Updated: September 3, 2021 7:40:59 am
The US Supreme Court on Wednesday refused to block a Texas anti-abortion law that bans termination of pregnancy after six weeks. The 5-4 majority decision of the Supreme Court has raised questions on the right to abortion and the conservative approach of the court.
What is the law that was challenged?
In May 2021, the Texas legislature enacted S. B. 8 (the Act). The Act, which took effect at midnight on September 1, makes it unlawful for physicians to perform abortions if they either detect cardiac activity in an embryo or fail to perform a test to detect such activity, even though this could be months before a viable foetus develops. Legal experts have noted that the wording is designed to make it very difficult to challenge the law in courts.
Laws that outlaw an activity are enforced by the state. However, according to The New York Times, the Texas law gives rights to private citizens to “sue anyone who performs an abortion or ‘aids and abets’ a procedure. Plaintiffs who have no connection to the patient or the clinic may sue and recover legal fees, as well as $10,000 if they win”. So the question before the Supreme Court was whether the Texas law can be challenged in courts with the state of Texas as a defendant.
On both moral and religious grounds, a strong anti-abortion movement is in place in the US. In India, the Medical Termination of Pregnancy Act allows abortion up to 24 weeks of pregnancy.
What has the court ruled?
In a 5-4 majority opinion, it has refused to block or grant a preliminary injunction against the law despite a constitutional right to abortion that the US Supreme Court had recognised in the 1973 verdict Roe v Wade.
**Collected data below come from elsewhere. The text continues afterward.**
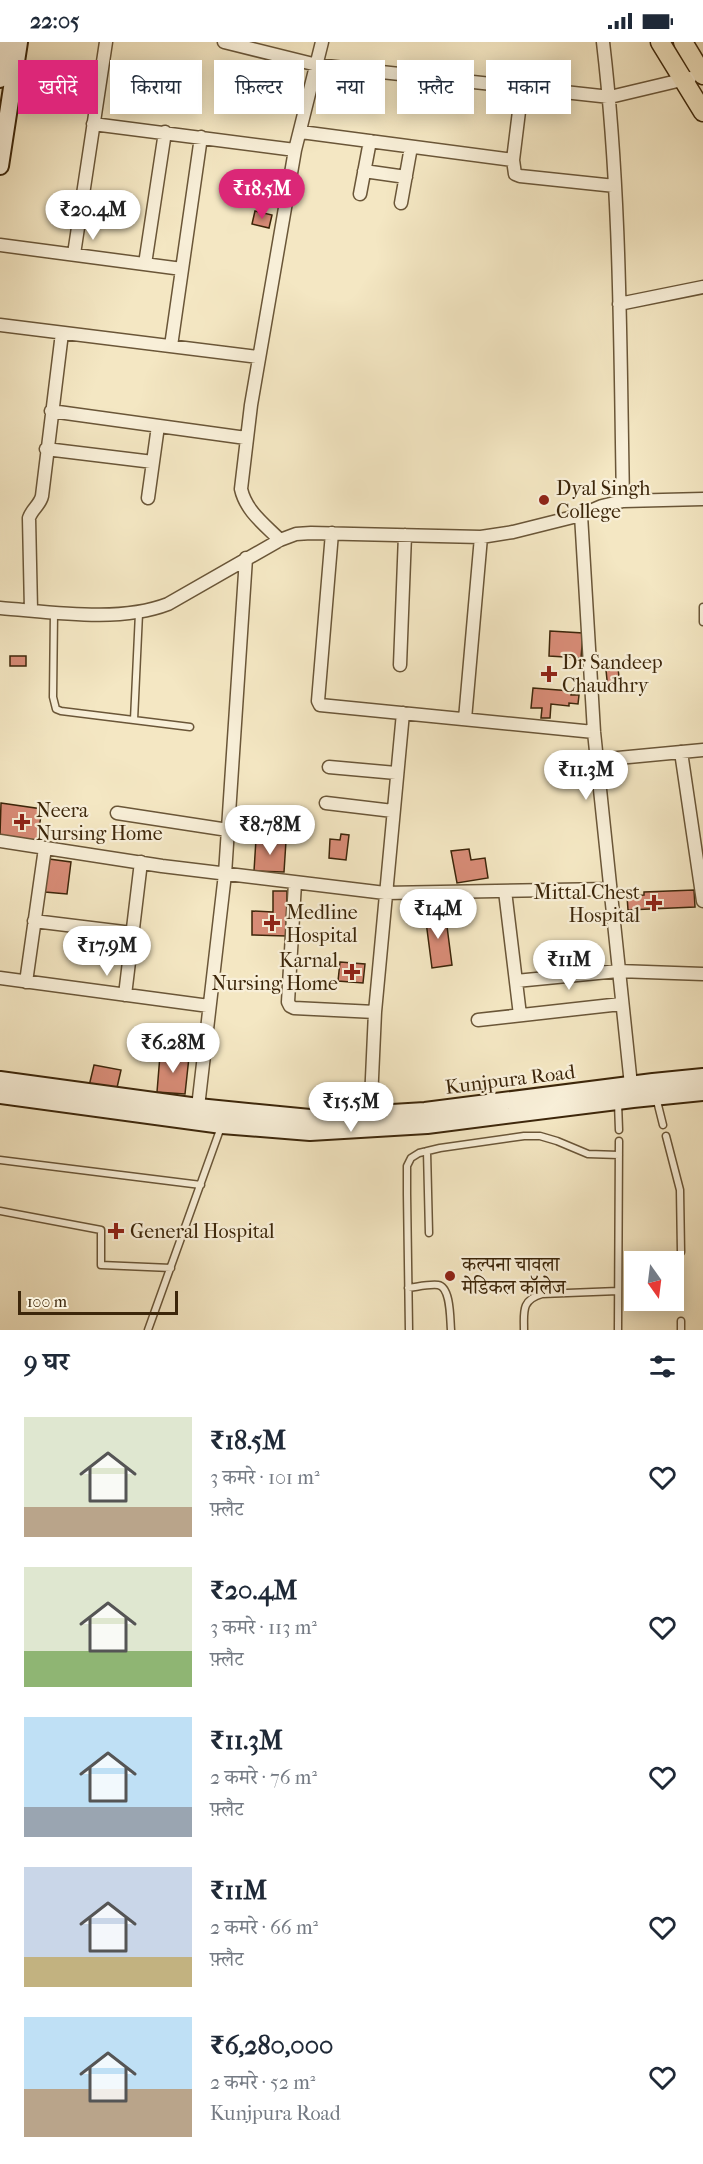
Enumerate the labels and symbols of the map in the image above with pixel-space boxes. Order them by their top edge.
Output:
pin: ₹18.5M [213,169,311,220]
pin: ₹20.4M [44,190,142,241]
place label: Dyal Singh College [556,477,651,523]
marker: Dyal Singh College [537,493,551,507]
place label: Dr Sandeep Chaudhry [562,651,663,697]
marker: Dr Sandeep Chaudhry [540,665,558,683]
pin: ₹11.3M [537,750,635,801]
place label: Neera Nursing Home [36,799,163,845]
pin: ₹8.78M [221,805,319,856]
marker: Neera Nursing Home [13,813,31,831]
place label: Mittal Chest Hospital [534,881,640,927]
pin: ₹14M [402,889,474,940]
marker: Mittal Chest Hospital [645,894,663,912]
place label: Medline Hospital [286,901,358,947]
marker: Medline Hospital [263,914,281,932]
pin: ₹17.9M [58,926,156,977]
pin: ₹11M [533,940,605,991]
place label: Karnal Nursing Home [211,949,338,995]
marker: Karnal Nursing Home [343,963,361,981]
pin: ₹6.28M [124,1023,222,1074]
street label: Kunjpura Road [444,1060,577,1099]
pin: ₹15.5M [302,1082,400,1133]
place label: General Hospital [130,1220,275,1243]
marker: General Hospital [107,1222,125,1240]
north arrow [624,1251,684,1311]
place label: कल्पना चावला मेडिकल कॉलेज [461,1253,567,1299]
marker: कल्पना चावला मेडिकल कॉलेज [443,1269,457,1283]
scale bar [18,1288,178,1316]

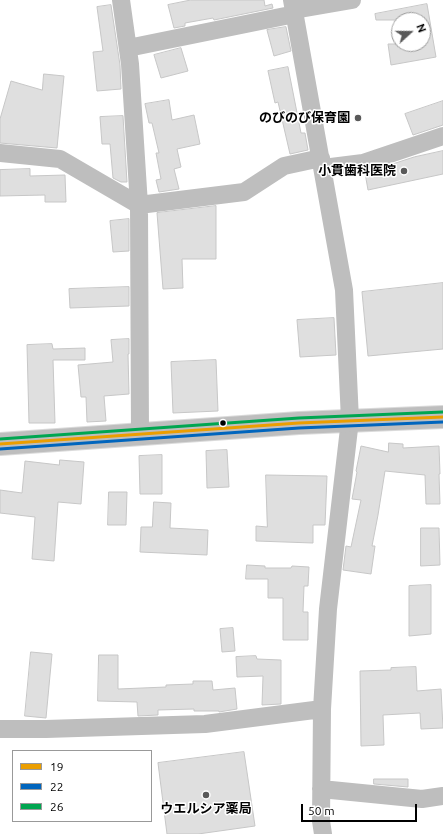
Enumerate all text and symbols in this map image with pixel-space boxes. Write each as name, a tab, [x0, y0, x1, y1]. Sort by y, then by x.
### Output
north arrow	[391, 12, 431, 52]
text: N	[414, 22, 428, 34]
place label: のびのび保育園	[259, 110, 350, 126]
marker: のびのび保育園	[353, 113, 363, 123]
place label: 小貫歯科医院	[318, 163, 396, 179]
marker: 小貫歯科医院	[399, 166, 409, 176]
unlabelled marker	[218, 418, 228, 428]
legend	[12, 750, 152, 822]
text: 19	[50, 760, 64, 773]
text: 22	[50, 780, 64, 793]
marker: ウエルシア薬局	[201, 790, 211, 800]
scale bar	[303, 796, 419, 822]
text: 26	[50, 800, 64, 813]
place label: ウエルシア薬局	[161, 801, 251, 817]
text: 50 m	[308, 804, 335, 817]

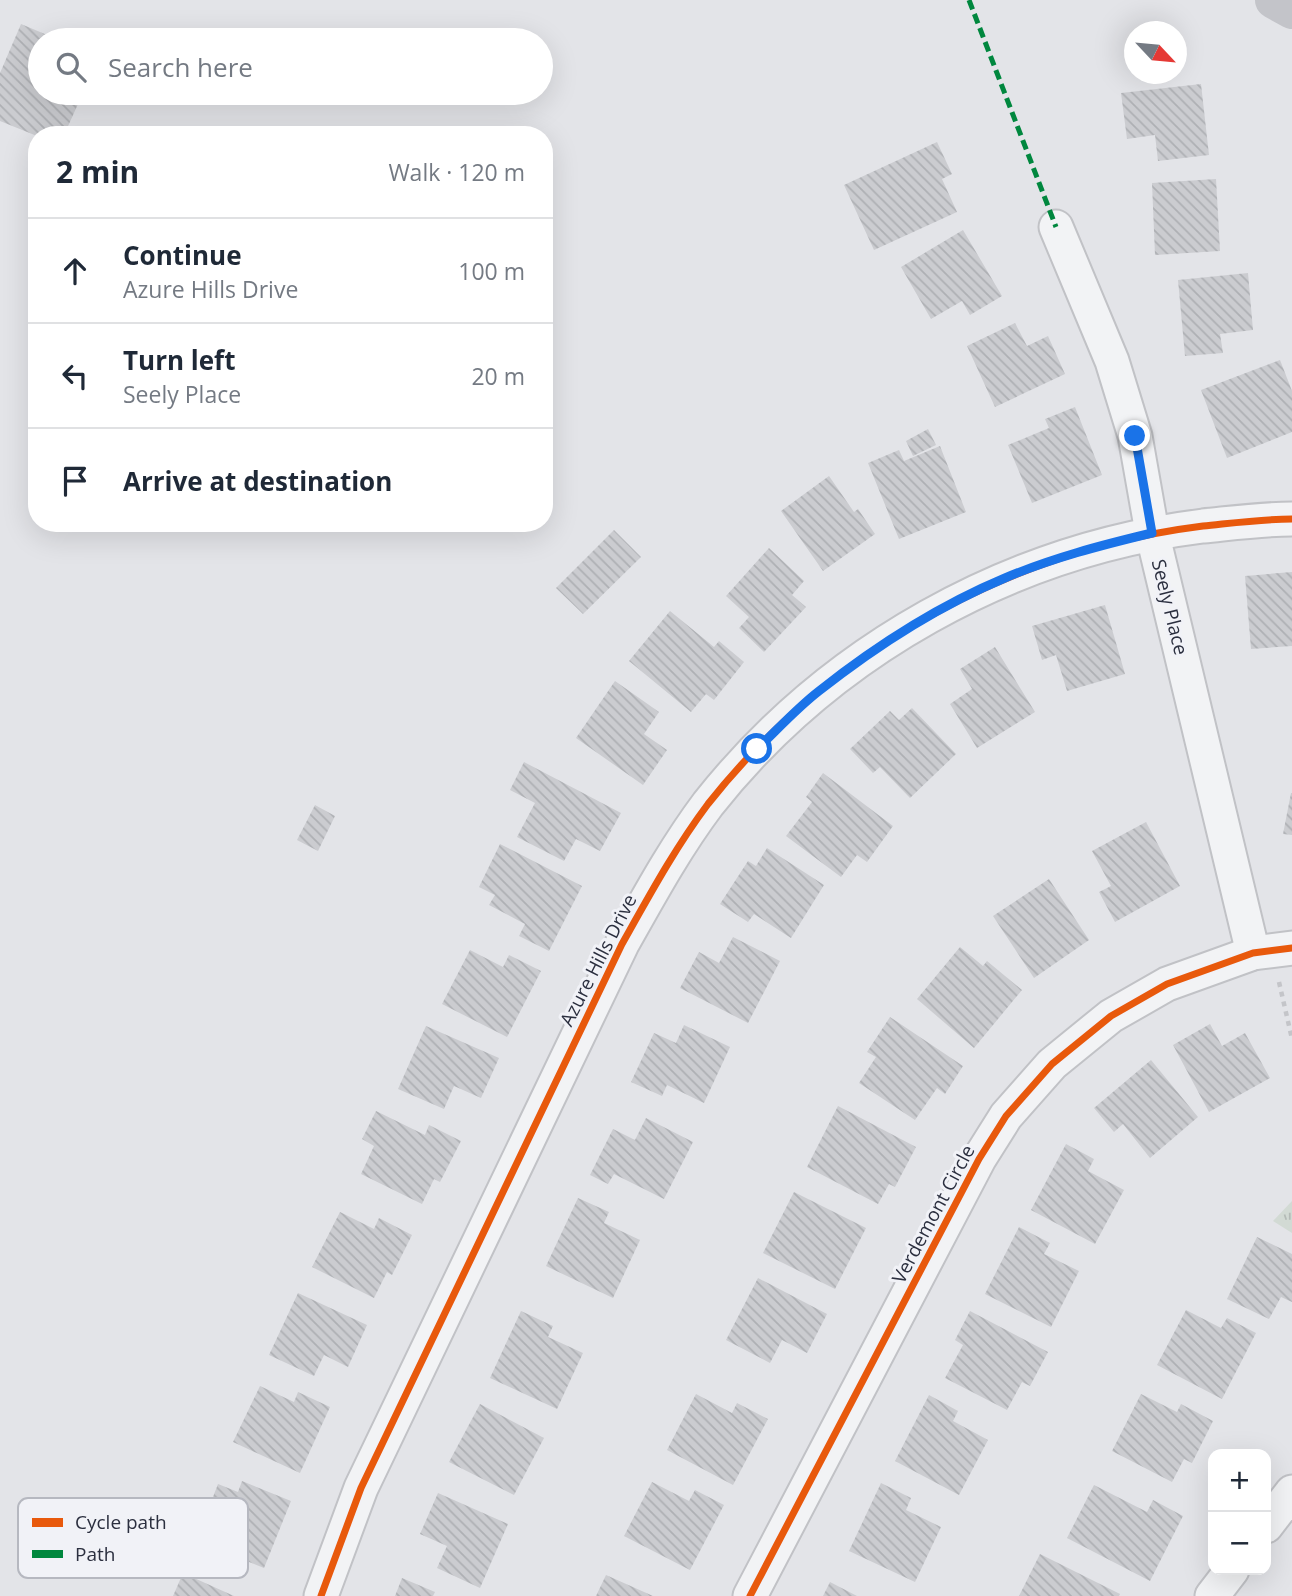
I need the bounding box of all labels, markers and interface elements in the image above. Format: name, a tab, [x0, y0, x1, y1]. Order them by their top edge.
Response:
north arrow	[1124, 21, 1187, 84]
search box	[28, 28, 553, 105]
icon: search	[52, 48, 90, 86]
text: Search here	[108, 49, 253, 85]
text: 2 min	[56, 151, 139, 192]
text: Walk · 120 m	[388, 156, 525, 188]
text: Continue	[123, 237, 242, 273]
icon: ahead	[56, 252, 94, 290]
text: 100 m	[458, 255, 525, 287]
text: Azure Hills Drive	[123, 273, 298, 305]
text: Turn left	[123, 342, 235, 378]
icon: left	[56, 357, 94, 395]
text: 20 m	[471, 360, 525, 392]
text: Seely Place	[123, 378, 241, 410]
route end	[1119, 420, 1150, 451]
icon: arrive	[56, 462, 94, 500]
text: Arrive at destination	[123, 463, 392, 499]
street label: Seely Place	[1146, 557, 1194, 657]
route start	[741, 733, 772, 764]
street label: Azure Hills Drive	[554, 890, 642, 1030]
street label: Verdemont Circle	[885, 1140, 981, 1288]
map controls	[1208, 1449, 1271, 1575]
button: +	[1208, 1449, 1271, 1512]
legend	[18, 1498, 248, 1578]
text: Cycle path	[75, 1509, 167, 1535]
button: −	[1208, 1512, 1271, 1575]
text: Path	[75, 1541, 115, 1567]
Chief Justice John G Roberts, Jr, and associate justices Stephen G Breyer, Sonia Sotomayor and Elena Kagan dissented.
“Presented with an application to enjoin a flagrantly unconstitutional law engineered to prohibit women from exercising their constitutional rights and evade judicial scrutiny, a majority of Justices have opted to bury their heads in the sand. Last night, the Court silently acquiesced in a State’s enactment of a law that flouts nearly 50 years of federal precedents. Today, the Court belatedly explains that it declined to grant relief because of procedural complexities of the State’s own invention. Ante, at 1. Because the Court’s failure to act rewards tactics designed to avoid judicial review and inflicts significant harm on the applicants and on women seeking abortions in Texas, I dissent,” Associate Justice Sonia Sotomayor said in her dissent.
What does a refusal to block mean?
The emergency ruling refusing to block is akin to a refusal to grant an interim stay of legislation by Indian courts. While Wednesday’s ruling does not stop the Texas legislation from facing legal challenges, it also ensures that for the first time since Roe v Wade, such a stringent anti-abortion law is enforced.
Other Republican states, too, have introduced similar laws but these have not yet been implemented as they are challenged in courts. According to The NYT, these include Georgia, Mississippi, Kentucky and Ohio.
How has the US Supreme Court ruled earlier on abortion?
In its 1973 verdict in Roe v Wade, the Supreme Court had ruled with a 7-2 majority that undue regulation on abortion violated the 14th Amendment to the Constitution which guarantees due process in laws. Despite several attempts to overturn the ruling, Roe v Wade stayed as the precedent that protected women’s rights to bodily autonomy.
Also, the 1992 verdict Planned Parenthood v Casey recognised that laws outlawing abortion are unconstitutional if they place an “undue burden” on a woman seeking an abortion before the foetus is viable.
What questions does the latest ruling raise?
The obvious fallout is the enforcement of a regressive anti-abortion regime that would violate the rights of women.
“Without full briefing or argument, and after less than 72 hours’ thought, this Court greenlights the operation of Texas’s patently unconstitutional law banning most abortions. The Court thus rewards Texas’s scheme to insulate its law from judicial review by deputizing private parties to carry out unconstitutional restrictions on the State’s behalf,” Justice Elana Kagan noted in her dissenting opinion.
Another question raised is about the US Supreme Court’s practice of handing out preliminary or summary rulings that could vastly affect civil liberties — a practice that is referred to as “shadow docketing.”
What is shadow docketing?
Unlike the Indian Supreme Court, the US Supreme Court hears only about 60-70 cases in a year which it carefully chooses. The cases chosen are put in the “merit docket”. For cases that do not make it to the docket, the court does not cite reasons or issue a signed reasoning. This practice is referred to as “shadow docketing”, which legal experts have noted is on the rise in recent years, with the justices handing down one- or two-sentence summary decisions late at night in controversial cases.
In February this year, the House Judiciary Committee held a hearing on the shadow docket, inviting legal experts to explain the history of the practice, and looked into whether the Congress should be concerned about the practice.